A form of revision in the practice of the Russian collective Chto Delat (What is to be done?) is analysed by Simon Sheikh through Perestroika Timeline (2009), a work that thematically and conceptually addresses the possibilities of reconstruction, the original meaning in Russian of this reform movement that marked the Soviet Union’s last decade. A trope of historicisation in contemporary art, the timeline became a tool for writing alternative histories and representing suppressed narratives. As with Group Material’s timelines based on a heterogenous collection of events, Chto Delat mixes registers and references while distinctively introducing a speculative approach to history. Asking what could have happened in the post-communist space rather than what has happened, the hurried embrace of neoliberal order, is an exercise of reimagining the future as a question, to which as Sheikh concludes, there cannot be an answer.

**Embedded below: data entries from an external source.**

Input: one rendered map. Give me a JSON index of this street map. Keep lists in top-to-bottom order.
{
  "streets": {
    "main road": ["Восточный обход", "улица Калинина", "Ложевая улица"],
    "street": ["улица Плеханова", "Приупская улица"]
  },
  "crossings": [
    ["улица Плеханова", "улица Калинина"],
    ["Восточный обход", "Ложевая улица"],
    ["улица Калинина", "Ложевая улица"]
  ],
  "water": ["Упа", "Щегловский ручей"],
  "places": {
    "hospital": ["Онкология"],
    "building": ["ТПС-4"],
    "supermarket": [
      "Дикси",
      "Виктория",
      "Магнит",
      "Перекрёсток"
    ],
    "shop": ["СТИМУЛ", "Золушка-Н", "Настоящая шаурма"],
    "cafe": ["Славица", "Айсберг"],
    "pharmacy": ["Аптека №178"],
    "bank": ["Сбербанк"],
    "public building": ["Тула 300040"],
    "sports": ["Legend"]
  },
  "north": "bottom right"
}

Chto Delat works within the ethos of perestroika as a concept of reform of socialist politics, argues Irmgard Emmelhainz, who explores how collectivity is not only an organising principle of their practice, but also a form of artistic experimentation. While addressing Chto Delat’s engagement with the Zapatista radical movement in Mexico, Emmelhainz underscores what has been overlooked in this context: collectivity, as a form of political resistance, is an expression of decolonisation.